Für diese Fälle schlug der Bundesrat in der Vernehmlassung eine Änderung bei der Zuteilung des Kinderabzuges vor. Jeder Elternteil sollte den halben Abzug geltend machen können, sofern keine Abzüge für Unterhaltsbeiträge an die Kinder nach Artikel 33 geltend gemacht werden. Die letztgenannte Voraussetzung ist notwendig, damit nicht eine doppelte Entlastung (Kinderabzug und Abzug für Alimente) stattfindet. Im Hinblick auf eine vollzugstaugliche Lösung soll dies unabhängig davon erfolgen, ob sich das Kind in alternierender Obhut befindet oder nicht. Dies deshalb, weil der Veranlagungsbehörde nicht zugemutet werden kann, den effektiven Anteil jedes Elternteils an der Obhut des Kindes zu ermitteln. Die Aufteilung des Kinderabzugs, wie sie in der Vernehmlassungsvorlage vorgeschlagen ist, stösst sowohl in den Kantonen als auch bei vielen anderen Vernehmlassungsteilnehmerinnen und -teilnehmern auf Ablehnung; dies einerseits aus Praktikabilitätsgründen und andererseits, weil individuellere Lösungen gefordert werden. Trotzdem scheint es aus Gründen der rechtlichen Gleichbehandlung angebracht, unter bestimmten vollzugstauglichen Voraussetzungen eine hälftige Zuteilung des Kinderabzuges, wie sie in der Vernehmlassungsvorlage vorgeschlagen wurde, einzuführen.

1.2.4

Weitere untersuchte Lösungsmöglichkeiten

1.2.4.1

Allgemeines

Im Rahmen von Vorarbeiten zur Reform untersuchte eine vom Vorsteher des EFD eingesetzte Arbeitsgruppe12 verschiedene Alternativen zur Milderung der steuerlichen Belastung von Familien mit Kindern13.

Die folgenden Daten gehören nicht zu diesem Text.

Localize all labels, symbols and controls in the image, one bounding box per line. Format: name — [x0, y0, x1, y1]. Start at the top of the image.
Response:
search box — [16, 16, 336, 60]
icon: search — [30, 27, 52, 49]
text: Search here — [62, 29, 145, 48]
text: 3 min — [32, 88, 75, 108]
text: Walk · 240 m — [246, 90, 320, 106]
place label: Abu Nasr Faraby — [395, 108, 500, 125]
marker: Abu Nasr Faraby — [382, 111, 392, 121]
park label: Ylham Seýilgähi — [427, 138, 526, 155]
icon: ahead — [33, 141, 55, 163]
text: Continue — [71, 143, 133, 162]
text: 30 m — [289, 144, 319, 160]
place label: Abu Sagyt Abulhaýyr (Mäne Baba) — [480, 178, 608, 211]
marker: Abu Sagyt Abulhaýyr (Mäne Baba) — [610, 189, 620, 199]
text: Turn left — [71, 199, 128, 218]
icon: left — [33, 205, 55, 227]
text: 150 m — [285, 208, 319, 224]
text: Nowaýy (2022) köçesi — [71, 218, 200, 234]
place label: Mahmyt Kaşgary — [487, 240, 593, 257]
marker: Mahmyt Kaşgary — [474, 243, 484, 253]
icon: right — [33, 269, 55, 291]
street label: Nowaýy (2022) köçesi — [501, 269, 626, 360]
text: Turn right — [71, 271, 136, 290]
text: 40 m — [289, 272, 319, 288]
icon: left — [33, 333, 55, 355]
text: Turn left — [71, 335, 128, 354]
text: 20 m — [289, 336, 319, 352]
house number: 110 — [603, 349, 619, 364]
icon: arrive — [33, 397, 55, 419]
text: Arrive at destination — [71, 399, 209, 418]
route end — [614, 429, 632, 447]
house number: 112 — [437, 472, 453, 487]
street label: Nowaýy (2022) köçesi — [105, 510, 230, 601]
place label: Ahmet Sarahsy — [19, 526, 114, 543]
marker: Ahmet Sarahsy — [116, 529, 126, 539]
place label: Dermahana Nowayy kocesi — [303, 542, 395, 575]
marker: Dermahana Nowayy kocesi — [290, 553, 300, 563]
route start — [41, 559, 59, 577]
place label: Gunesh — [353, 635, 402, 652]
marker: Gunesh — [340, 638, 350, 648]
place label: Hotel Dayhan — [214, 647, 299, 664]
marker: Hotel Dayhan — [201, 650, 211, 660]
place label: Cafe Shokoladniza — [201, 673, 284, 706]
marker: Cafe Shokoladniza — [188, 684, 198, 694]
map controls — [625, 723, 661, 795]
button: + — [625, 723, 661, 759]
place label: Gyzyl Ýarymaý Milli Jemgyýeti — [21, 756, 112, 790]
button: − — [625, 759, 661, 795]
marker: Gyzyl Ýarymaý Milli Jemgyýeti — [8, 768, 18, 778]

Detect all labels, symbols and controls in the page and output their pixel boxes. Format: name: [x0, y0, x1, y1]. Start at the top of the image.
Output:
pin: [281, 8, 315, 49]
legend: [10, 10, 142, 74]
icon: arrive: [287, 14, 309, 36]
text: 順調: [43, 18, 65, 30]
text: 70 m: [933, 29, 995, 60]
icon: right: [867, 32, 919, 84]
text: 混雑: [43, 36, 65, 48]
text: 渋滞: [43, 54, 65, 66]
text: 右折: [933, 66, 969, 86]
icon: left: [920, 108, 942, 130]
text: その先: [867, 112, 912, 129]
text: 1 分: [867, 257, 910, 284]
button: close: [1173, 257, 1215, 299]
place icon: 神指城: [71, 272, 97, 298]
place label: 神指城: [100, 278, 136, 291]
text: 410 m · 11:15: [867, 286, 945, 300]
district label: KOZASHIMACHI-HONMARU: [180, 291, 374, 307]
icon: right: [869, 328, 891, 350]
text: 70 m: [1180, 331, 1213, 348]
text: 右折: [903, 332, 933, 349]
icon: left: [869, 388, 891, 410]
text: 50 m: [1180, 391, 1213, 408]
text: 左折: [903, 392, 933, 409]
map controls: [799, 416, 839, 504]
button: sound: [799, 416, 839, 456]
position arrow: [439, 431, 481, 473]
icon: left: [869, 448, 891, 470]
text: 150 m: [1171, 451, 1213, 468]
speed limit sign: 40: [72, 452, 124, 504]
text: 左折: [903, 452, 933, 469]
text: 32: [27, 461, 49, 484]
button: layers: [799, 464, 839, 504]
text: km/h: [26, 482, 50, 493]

Allgemein lässt sich festhalten, dass die Alternativen je nach Ausgestaltung entweder für alle steuerzahlenden Personen mit Kindern oder nur für einen Teil dieser Personen zu einer Steuerentlastung führen. Für die steuerpflichtigen Personen mit Kindern, welche wegen eines tiefen Einkommens heute bereits keine direkte Bundessteuer zu bezahlen haben, ergeben sich keine Entlastungen.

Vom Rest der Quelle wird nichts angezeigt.